Саша вышел из кухни, оставив подруг наедине. Анна захлебывалась слезами, а Карина просто сидела рядом и гладила ее по голове:

– Ну поплачь, поплачь! Дело хорошее. В конце концов, ты же не по нему плачешь, Анечка, а по прежней жизни. По молодости вашей. По любви. Вот и поплачь.

– И по нему – тоже, – громко всхлипнув, прошептала Анна.

Карина не возразила.

– А как же! И по нему! Ну, разумеется, и по нему – кто же спорит?

Одному Карина точно обрадовалась – какое счастье, что дурочка Анька не успела уйти из их общей с Березкиным квартиры, а это означает, что никто не попросит ее отсюда уйти. И счет в банке и что там еще тоже наследует она, законная вдова. А Березкин… Карина его никогда не любила, но жалко мужика – пятьдесят четыре года, что говорить.

Саша и Карина все взяли на себя, Анну к скорбным хлопотам не привлекали. Карина объявила:

– Похороны послезавтра, в Доме художника панихида, поминки там же, в ресторане.

– Поминки? – бесцветным голосом спросила Анна.

Саша почему-то глянул на мать и смутился. Карина отвела глаза и махнула рукой:

– Да все решат. Тебя привезут и увезут, всё. Ни о чем не беспокойся, иди отдыхай.

Это все было странно. Она – жена, вдова. И кто за нее все решит? Коллеги и товарищи Игоря? Ну, наверное, это нормально. Или не очень? Анна была так растеряна, что плохо соображала. Понимала одно – послезавтра она увидит Игоря в последний раз. А что будет дальше… Какая разница? Кажется, жизнь закончилась…

Карина от нее не отходила – пыталась кормить, давала какие-то таблетки – от нервов и для сна. Анна и вправду почти все время спала. Слава богу. Только так можно было пережить эти дни.

В день похорон она заметила, что и Саша, и Каринка страшно нервничают.

– Ребята, со мной все нормально, – пыталась успокоить их она, пошатываясь от слабости. – Я все выдержу и переживу, в конце концов… Я же собиралась от него уходить! – попыталась улыбнуться она.

Но улыбка вышла жалкой, кривой. Не улыбка – гримаса.

– Сядь, Ань! – вдруг твердо сказала Карина. – Сядь. Есть разговор.

Анна с удивлением посмотрела на подругу, потом на Сашу, который страшно смутился и быстро вышел из комнаты. Было видно, что Каринка нервничает.

Анна посмотрела на часы.

– Кар, что случилось? Кажется, уже случилось все, что могло! Или что-то еще? Кажется, хватит… сюрпризов?
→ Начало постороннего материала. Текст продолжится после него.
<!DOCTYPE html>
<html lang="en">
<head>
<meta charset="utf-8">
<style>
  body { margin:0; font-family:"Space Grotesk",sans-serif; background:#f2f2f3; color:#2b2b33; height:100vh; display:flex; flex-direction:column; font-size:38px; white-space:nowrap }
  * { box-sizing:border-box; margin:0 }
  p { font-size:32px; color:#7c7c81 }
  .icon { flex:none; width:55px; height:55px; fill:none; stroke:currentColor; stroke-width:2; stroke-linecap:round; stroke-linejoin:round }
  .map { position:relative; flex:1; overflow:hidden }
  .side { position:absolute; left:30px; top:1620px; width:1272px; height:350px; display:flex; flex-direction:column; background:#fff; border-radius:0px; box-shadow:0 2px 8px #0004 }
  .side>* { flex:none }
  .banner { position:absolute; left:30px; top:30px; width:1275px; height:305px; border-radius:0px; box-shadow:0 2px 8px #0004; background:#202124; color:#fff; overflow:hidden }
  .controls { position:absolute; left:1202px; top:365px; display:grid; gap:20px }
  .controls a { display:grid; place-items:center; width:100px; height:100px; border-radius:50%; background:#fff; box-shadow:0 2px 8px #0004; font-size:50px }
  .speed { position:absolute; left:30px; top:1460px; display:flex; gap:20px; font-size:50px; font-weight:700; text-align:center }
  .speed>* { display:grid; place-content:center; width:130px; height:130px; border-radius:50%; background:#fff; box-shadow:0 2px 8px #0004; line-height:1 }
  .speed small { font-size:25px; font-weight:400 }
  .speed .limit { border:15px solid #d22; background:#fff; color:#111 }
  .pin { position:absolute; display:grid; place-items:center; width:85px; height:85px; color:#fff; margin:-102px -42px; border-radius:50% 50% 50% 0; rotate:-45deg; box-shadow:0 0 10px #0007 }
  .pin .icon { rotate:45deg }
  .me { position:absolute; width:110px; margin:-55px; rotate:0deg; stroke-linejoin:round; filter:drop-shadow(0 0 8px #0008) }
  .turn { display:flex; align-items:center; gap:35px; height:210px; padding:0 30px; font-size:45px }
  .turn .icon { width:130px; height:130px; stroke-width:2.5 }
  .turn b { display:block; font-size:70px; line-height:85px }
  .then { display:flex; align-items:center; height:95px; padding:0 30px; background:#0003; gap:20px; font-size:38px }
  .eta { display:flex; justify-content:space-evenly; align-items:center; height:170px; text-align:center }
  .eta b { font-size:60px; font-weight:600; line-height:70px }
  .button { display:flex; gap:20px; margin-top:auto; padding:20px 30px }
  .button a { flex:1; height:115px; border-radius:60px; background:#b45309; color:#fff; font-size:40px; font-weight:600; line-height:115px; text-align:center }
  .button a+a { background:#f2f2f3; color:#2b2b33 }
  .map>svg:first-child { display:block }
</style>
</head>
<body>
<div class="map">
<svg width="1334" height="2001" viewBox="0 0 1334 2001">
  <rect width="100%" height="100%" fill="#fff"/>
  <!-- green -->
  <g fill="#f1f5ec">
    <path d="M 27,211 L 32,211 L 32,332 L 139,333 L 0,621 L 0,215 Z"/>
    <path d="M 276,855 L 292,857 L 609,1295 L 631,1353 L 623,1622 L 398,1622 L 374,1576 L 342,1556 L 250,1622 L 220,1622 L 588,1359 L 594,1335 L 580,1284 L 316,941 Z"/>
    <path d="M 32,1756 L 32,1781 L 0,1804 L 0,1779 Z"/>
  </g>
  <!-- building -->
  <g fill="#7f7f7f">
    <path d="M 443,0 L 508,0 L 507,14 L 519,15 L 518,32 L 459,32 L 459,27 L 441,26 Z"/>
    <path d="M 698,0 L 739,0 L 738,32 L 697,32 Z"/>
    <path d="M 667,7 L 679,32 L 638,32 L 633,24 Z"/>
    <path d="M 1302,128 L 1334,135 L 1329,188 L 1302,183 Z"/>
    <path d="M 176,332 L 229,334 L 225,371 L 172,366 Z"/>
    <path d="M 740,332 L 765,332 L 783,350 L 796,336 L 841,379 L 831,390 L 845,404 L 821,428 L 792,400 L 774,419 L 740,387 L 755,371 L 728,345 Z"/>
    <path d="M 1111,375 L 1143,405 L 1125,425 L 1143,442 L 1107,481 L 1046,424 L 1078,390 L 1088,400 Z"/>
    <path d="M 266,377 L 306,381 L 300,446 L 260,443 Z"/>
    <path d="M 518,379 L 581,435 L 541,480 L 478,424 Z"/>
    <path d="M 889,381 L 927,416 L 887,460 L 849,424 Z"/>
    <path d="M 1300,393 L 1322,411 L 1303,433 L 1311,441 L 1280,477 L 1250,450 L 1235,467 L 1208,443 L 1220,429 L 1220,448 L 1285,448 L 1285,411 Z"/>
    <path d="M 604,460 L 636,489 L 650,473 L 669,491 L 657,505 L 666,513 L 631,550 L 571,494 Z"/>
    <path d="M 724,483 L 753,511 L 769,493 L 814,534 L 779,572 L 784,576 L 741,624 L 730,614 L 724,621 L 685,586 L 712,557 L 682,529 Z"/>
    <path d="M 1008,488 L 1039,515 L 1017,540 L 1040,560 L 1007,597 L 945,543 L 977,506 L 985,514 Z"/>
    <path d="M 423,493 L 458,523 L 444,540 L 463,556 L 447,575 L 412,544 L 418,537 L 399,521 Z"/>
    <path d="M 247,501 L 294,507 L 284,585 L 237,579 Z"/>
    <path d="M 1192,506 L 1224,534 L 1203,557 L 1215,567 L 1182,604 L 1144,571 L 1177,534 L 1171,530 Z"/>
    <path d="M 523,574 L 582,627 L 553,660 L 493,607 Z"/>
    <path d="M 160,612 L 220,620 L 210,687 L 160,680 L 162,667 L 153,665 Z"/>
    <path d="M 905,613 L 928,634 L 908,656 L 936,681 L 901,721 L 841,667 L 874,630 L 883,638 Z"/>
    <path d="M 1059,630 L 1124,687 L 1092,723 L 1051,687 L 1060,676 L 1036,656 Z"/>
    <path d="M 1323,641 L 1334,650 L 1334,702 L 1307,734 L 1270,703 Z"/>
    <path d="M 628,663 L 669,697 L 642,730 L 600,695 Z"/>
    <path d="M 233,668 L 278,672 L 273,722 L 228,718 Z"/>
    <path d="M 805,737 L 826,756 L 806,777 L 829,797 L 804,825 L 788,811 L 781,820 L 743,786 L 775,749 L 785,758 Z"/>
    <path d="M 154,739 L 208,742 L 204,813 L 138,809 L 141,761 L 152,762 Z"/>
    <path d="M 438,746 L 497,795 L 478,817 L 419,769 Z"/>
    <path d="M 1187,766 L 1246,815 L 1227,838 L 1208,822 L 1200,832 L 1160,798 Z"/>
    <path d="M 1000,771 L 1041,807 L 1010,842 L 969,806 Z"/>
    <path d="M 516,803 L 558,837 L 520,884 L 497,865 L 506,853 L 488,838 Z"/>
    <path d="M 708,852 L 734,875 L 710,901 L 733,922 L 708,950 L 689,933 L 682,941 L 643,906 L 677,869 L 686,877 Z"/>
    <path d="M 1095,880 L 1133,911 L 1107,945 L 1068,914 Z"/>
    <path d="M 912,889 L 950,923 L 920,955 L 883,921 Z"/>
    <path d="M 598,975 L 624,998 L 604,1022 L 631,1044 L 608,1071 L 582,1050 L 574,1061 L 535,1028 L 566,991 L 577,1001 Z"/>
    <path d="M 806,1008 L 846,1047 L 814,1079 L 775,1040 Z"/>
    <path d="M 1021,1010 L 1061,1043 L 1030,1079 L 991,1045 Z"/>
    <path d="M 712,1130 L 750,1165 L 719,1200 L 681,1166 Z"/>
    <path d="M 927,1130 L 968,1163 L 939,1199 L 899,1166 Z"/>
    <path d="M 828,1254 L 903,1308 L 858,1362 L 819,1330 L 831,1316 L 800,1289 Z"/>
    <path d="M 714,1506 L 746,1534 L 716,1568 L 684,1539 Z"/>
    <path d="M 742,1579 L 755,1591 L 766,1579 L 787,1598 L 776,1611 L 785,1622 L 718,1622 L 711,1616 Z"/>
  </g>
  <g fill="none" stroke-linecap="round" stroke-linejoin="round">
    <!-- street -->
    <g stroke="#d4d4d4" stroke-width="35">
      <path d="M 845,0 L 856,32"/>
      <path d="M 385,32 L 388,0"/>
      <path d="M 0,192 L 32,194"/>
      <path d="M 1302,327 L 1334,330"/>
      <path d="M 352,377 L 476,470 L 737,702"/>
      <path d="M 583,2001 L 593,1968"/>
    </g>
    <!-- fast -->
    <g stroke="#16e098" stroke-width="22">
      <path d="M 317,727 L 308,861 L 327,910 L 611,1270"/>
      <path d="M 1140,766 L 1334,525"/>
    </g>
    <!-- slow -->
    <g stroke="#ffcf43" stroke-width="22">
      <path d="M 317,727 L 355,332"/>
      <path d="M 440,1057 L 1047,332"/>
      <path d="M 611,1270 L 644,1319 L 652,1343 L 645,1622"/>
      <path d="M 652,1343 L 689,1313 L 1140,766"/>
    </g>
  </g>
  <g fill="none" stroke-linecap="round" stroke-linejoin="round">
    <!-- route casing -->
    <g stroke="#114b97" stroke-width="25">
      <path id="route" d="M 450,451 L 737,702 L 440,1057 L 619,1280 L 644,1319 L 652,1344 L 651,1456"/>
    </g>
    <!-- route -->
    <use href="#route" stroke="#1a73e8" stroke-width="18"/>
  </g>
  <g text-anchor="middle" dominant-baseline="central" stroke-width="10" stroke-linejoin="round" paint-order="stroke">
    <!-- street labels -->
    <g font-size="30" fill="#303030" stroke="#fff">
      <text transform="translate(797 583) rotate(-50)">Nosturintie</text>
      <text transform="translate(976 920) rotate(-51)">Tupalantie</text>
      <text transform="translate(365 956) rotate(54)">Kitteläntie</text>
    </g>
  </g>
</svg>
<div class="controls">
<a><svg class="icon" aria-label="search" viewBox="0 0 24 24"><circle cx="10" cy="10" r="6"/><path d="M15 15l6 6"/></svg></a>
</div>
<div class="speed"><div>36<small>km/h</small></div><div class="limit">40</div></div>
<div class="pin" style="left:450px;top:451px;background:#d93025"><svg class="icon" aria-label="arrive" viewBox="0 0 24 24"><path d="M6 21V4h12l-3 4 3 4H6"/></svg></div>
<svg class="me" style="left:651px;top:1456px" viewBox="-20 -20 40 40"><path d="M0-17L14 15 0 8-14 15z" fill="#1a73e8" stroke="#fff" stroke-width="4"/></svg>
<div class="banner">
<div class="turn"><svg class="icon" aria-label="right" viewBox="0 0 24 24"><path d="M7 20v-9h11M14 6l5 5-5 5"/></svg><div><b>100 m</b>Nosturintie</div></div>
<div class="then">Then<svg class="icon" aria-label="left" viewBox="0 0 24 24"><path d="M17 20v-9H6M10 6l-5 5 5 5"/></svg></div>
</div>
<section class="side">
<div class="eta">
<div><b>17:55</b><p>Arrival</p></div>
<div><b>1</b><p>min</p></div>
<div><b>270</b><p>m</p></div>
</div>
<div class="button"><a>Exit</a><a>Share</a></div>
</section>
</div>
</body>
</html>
Как оказалось – нет. То, что сказала Карина… Нет, невозможно! Хотя… Вполне даже возможно и вполне вероятно – какая же она дура, господи! Столько лет быть нелепой и наивной дурой! Нет, не так – идиоткой, полной кретинкой!

Карина говорила тихо и внятно, пытаясь донести до подруги то, что должна была донести.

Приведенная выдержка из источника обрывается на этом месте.